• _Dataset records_
_ _ _ _ _ _ _

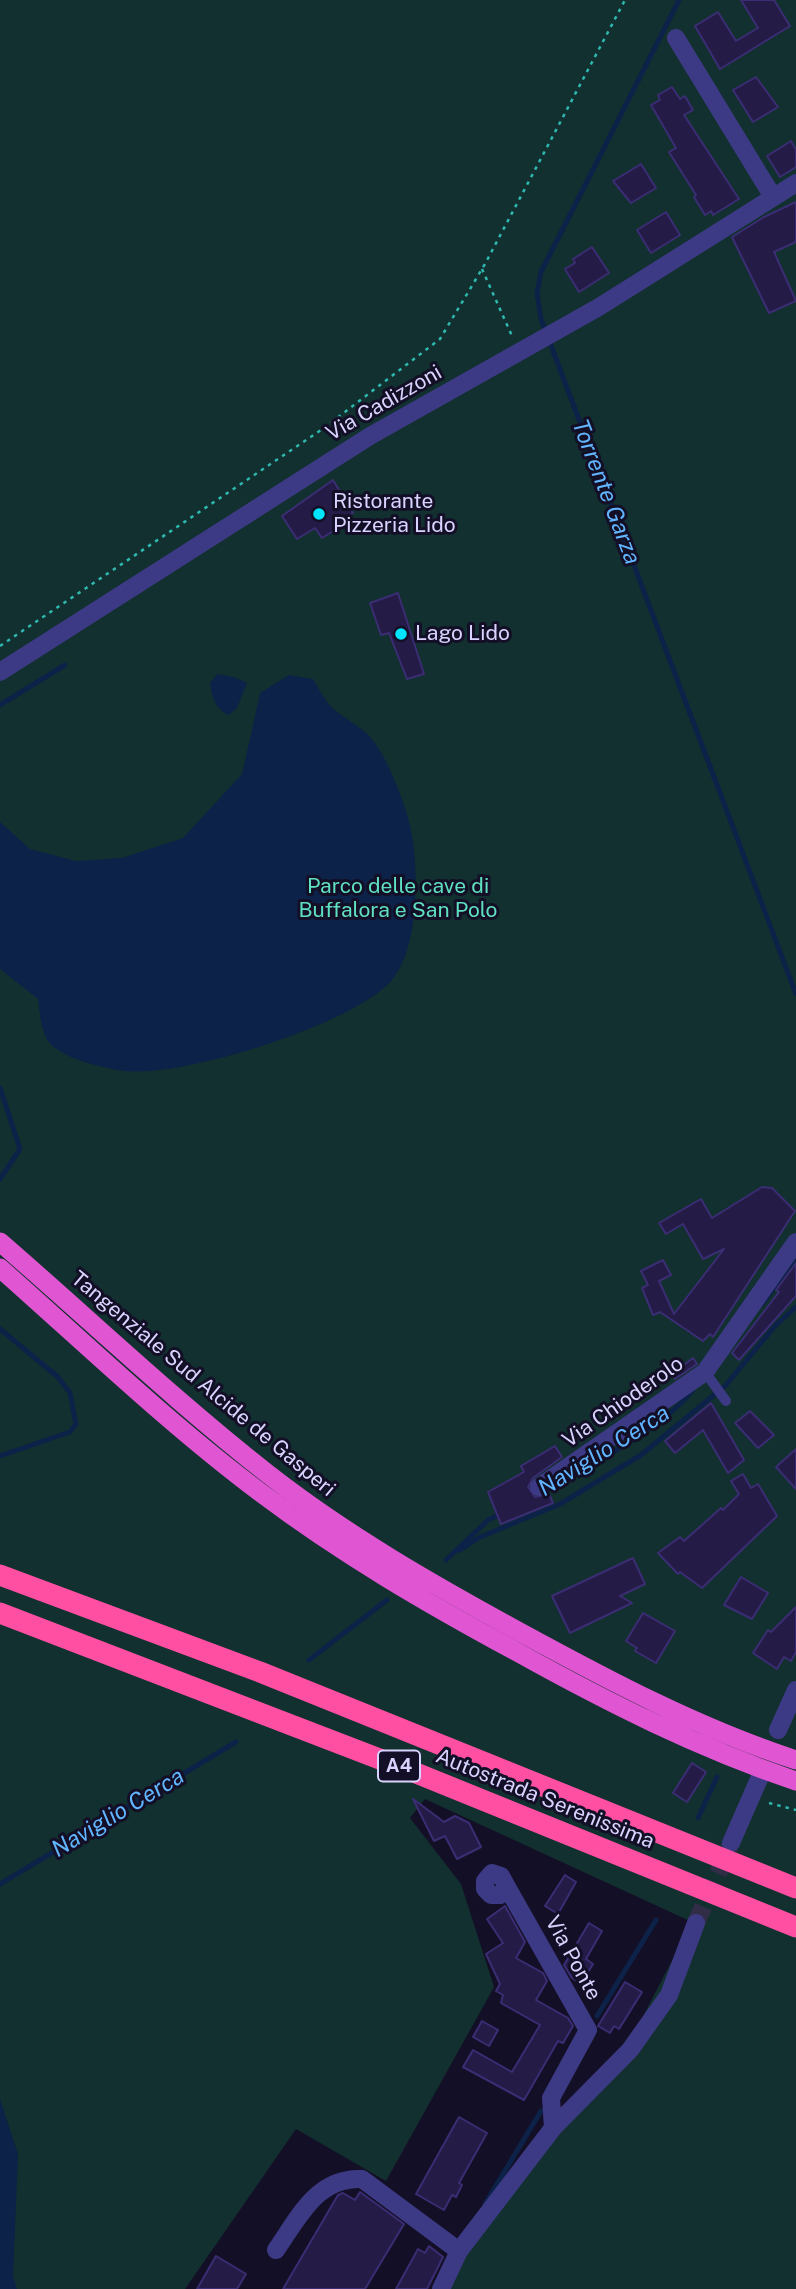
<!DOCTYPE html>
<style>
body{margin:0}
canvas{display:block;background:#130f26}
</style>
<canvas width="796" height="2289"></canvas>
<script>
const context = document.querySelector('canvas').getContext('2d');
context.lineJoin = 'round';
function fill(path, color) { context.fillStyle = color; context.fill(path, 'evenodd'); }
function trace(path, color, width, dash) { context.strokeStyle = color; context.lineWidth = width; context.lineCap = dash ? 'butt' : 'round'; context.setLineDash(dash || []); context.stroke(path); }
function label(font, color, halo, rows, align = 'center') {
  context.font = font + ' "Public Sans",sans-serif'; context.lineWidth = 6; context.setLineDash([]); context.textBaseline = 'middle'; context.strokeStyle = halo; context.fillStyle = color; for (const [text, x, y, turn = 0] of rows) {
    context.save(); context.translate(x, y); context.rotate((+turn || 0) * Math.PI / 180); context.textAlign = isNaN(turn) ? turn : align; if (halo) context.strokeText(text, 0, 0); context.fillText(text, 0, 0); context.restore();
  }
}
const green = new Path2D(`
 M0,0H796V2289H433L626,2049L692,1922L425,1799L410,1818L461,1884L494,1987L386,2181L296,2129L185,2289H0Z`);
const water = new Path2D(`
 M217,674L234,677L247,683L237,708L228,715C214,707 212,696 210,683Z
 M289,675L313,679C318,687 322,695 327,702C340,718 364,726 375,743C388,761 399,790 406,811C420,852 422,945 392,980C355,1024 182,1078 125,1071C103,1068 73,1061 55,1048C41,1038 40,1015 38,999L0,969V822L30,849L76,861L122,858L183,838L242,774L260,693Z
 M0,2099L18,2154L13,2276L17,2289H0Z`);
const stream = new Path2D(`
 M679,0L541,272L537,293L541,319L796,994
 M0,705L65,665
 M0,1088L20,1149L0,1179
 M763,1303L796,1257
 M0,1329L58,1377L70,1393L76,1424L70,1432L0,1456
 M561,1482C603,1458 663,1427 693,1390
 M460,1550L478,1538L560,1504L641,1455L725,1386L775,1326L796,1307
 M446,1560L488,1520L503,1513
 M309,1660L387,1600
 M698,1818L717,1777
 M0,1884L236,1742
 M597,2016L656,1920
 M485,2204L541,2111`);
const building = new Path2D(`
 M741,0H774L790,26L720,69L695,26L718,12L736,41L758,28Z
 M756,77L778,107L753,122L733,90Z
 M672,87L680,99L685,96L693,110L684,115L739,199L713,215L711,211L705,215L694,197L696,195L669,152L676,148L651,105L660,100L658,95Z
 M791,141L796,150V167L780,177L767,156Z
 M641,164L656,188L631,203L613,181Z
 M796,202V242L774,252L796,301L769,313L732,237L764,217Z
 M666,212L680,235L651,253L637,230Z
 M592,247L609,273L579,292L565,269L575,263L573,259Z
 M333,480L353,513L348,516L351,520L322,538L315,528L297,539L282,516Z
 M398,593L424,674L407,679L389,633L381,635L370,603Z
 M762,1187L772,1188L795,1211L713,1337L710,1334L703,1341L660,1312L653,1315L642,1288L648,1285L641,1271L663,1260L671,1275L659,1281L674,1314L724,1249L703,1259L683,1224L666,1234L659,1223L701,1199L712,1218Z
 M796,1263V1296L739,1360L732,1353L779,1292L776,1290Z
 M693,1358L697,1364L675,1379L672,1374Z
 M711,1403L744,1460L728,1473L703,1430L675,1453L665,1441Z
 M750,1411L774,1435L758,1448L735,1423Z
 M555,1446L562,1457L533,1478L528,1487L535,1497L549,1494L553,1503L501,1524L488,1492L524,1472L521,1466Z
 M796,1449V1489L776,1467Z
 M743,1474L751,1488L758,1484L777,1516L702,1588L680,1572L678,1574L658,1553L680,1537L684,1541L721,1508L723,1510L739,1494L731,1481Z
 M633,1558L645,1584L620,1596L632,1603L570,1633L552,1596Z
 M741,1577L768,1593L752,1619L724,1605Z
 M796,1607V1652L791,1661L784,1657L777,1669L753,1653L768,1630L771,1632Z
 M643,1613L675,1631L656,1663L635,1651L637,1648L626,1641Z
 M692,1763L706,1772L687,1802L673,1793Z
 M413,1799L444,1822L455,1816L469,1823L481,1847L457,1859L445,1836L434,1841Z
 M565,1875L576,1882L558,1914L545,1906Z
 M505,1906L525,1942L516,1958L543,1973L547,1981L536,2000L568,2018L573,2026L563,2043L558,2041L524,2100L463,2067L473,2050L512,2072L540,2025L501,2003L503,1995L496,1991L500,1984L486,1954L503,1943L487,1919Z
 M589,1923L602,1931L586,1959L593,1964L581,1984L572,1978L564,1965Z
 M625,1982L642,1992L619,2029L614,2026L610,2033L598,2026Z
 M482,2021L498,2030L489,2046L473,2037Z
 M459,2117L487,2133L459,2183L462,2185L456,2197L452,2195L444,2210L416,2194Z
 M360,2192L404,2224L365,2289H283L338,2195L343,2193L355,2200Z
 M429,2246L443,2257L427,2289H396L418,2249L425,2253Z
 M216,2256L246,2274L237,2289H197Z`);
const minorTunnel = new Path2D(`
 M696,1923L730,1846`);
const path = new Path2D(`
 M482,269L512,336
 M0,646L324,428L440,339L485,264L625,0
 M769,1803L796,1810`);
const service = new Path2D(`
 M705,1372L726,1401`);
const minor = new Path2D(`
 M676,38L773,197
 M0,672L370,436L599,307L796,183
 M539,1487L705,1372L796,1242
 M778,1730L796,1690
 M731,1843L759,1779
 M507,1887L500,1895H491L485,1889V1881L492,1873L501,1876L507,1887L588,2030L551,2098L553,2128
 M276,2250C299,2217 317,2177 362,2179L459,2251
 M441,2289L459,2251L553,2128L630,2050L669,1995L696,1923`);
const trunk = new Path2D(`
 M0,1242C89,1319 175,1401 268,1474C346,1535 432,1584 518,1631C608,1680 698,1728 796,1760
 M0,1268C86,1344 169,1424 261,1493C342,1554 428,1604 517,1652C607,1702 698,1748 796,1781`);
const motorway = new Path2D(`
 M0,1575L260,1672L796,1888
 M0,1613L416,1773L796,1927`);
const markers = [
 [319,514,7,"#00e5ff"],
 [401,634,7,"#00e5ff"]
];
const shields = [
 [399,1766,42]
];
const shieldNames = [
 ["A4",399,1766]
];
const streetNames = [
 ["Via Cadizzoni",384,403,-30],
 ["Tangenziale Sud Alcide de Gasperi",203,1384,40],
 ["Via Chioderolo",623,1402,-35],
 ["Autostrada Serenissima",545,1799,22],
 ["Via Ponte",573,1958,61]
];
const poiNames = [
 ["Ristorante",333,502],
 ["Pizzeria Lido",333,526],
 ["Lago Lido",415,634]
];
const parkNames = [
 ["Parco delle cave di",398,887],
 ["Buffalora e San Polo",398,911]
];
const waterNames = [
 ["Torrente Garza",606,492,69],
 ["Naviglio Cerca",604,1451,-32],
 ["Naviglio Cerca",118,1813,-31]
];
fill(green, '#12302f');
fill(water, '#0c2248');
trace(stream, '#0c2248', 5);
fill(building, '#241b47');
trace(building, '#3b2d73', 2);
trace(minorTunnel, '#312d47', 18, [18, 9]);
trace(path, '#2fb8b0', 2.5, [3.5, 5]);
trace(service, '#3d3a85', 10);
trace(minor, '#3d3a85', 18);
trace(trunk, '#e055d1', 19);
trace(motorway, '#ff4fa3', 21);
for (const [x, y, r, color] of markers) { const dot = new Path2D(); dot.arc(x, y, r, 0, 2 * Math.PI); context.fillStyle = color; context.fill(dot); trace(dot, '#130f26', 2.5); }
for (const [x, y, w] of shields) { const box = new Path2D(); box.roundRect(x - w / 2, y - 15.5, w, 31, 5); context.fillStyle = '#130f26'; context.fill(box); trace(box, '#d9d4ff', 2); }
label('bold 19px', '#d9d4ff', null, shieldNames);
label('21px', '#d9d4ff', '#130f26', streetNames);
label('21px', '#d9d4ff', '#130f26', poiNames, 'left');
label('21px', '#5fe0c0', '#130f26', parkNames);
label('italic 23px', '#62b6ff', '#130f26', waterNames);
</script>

_ _ _ _ _ _ _

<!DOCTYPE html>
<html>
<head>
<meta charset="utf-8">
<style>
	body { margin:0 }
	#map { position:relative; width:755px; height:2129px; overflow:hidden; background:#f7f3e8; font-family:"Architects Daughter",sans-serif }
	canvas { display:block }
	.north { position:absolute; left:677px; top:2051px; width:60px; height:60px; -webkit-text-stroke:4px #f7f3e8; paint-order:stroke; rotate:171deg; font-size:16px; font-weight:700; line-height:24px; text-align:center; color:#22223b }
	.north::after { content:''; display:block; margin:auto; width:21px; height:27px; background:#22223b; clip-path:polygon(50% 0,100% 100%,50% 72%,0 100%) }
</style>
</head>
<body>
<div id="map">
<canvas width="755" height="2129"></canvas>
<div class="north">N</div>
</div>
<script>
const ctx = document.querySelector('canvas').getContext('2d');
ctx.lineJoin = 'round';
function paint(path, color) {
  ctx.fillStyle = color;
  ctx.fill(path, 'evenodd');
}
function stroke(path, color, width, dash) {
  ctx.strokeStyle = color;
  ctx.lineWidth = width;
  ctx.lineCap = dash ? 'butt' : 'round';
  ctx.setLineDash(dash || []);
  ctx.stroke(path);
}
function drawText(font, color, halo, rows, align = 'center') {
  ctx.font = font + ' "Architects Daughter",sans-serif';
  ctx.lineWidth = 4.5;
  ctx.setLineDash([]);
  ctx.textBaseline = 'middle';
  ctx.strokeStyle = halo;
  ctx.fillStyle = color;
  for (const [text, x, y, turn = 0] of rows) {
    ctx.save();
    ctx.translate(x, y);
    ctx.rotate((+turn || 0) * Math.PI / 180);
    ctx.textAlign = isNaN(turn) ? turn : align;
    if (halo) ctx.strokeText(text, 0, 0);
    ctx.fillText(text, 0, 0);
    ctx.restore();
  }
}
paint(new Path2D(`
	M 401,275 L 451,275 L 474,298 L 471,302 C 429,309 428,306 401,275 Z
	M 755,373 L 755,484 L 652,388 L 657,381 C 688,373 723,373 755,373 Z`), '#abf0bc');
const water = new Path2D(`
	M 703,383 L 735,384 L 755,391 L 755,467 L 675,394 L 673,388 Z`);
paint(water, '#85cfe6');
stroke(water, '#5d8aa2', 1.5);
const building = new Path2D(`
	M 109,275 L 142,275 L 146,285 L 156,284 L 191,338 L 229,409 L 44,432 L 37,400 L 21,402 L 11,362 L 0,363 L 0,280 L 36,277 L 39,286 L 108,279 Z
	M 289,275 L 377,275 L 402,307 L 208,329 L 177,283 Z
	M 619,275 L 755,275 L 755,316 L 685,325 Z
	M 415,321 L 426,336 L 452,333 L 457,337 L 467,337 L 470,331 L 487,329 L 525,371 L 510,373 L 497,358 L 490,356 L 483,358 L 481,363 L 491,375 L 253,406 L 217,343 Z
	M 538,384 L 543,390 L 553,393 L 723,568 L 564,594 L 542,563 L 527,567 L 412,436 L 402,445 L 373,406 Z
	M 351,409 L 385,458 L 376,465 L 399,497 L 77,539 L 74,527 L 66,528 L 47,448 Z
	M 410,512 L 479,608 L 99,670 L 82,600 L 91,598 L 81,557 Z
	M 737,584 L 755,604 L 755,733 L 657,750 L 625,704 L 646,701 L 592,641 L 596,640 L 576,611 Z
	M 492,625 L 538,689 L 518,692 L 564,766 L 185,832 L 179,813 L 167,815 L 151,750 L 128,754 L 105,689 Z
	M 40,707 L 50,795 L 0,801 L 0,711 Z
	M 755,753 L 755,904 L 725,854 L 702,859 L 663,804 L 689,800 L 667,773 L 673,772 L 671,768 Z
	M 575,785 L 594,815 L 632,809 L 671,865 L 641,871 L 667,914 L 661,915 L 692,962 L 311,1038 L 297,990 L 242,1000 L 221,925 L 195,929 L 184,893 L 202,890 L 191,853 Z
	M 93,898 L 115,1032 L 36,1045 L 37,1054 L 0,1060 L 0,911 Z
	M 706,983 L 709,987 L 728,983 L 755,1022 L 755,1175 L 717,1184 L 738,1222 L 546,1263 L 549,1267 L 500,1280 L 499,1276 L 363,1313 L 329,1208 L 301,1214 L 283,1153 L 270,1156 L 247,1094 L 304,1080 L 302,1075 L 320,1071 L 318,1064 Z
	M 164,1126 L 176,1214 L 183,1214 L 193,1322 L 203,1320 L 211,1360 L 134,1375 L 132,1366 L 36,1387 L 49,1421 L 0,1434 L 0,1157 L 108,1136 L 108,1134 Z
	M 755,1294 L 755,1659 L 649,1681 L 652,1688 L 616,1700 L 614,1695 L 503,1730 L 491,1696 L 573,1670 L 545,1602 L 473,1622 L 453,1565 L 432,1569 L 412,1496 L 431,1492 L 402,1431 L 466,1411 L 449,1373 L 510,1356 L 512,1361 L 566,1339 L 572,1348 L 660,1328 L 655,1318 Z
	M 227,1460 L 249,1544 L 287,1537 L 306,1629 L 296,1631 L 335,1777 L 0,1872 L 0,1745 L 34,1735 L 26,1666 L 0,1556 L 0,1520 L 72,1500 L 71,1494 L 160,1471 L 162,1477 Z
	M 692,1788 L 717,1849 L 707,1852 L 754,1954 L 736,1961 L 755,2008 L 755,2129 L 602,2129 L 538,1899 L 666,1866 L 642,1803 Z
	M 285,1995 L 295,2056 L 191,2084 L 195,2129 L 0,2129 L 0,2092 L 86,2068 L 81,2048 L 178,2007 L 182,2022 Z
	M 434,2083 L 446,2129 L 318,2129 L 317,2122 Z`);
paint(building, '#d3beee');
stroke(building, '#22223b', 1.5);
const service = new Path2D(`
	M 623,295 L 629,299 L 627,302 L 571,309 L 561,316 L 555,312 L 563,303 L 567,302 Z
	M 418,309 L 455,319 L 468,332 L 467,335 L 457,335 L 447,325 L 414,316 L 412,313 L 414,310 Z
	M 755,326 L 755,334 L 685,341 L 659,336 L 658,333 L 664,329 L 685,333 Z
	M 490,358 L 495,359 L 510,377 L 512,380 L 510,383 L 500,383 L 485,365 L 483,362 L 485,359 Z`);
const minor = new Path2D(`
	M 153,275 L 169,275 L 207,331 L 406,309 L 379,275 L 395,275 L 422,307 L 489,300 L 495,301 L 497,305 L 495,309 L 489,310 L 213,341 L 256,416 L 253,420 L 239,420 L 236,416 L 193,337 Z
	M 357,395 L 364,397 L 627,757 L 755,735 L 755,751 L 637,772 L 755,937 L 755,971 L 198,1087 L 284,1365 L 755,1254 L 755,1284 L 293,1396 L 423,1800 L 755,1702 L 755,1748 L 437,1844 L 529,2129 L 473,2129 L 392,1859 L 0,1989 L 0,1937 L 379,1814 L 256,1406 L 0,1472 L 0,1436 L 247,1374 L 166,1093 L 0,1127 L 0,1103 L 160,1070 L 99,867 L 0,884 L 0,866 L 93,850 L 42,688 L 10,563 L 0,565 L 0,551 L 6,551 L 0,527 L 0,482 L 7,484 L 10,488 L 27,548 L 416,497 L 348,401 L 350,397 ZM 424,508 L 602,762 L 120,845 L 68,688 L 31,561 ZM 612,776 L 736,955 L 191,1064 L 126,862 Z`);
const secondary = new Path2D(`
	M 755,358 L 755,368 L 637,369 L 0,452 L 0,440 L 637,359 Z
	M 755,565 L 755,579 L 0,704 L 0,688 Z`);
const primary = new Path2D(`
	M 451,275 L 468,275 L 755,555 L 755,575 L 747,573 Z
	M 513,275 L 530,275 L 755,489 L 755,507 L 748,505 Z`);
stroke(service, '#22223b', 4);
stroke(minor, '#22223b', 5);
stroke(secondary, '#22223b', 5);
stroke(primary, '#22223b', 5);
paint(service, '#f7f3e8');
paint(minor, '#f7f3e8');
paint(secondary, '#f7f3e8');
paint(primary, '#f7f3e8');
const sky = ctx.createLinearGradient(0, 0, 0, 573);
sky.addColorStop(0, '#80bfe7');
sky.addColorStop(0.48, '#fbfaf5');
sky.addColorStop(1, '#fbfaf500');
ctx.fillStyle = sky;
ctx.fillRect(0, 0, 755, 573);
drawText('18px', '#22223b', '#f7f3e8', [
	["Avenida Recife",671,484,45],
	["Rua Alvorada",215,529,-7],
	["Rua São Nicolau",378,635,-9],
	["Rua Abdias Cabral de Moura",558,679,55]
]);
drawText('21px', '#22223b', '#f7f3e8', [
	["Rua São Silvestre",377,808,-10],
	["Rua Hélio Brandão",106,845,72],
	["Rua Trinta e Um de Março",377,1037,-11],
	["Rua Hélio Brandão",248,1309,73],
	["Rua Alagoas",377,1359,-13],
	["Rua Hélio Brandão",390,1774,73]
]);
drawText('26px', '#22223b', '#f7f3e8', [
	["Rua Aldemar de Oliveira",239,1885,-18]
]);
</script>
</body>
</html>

_ _ _ _ _ _ _

Whenever the string "textBaseline" shows up in a line of the records, copy that line.

• _RESPONSE_
  context.font = font + ' "Public Sans",sans-serif'; context.lineWidth = 6; context.setLineDash([]); context.textBaseline = 'middle'; context.strokeStyle = halo; context.fillStyle = color; for (const [text, x, y, turn = 0] of rows) {
  ctx.textBaseline = 'middle';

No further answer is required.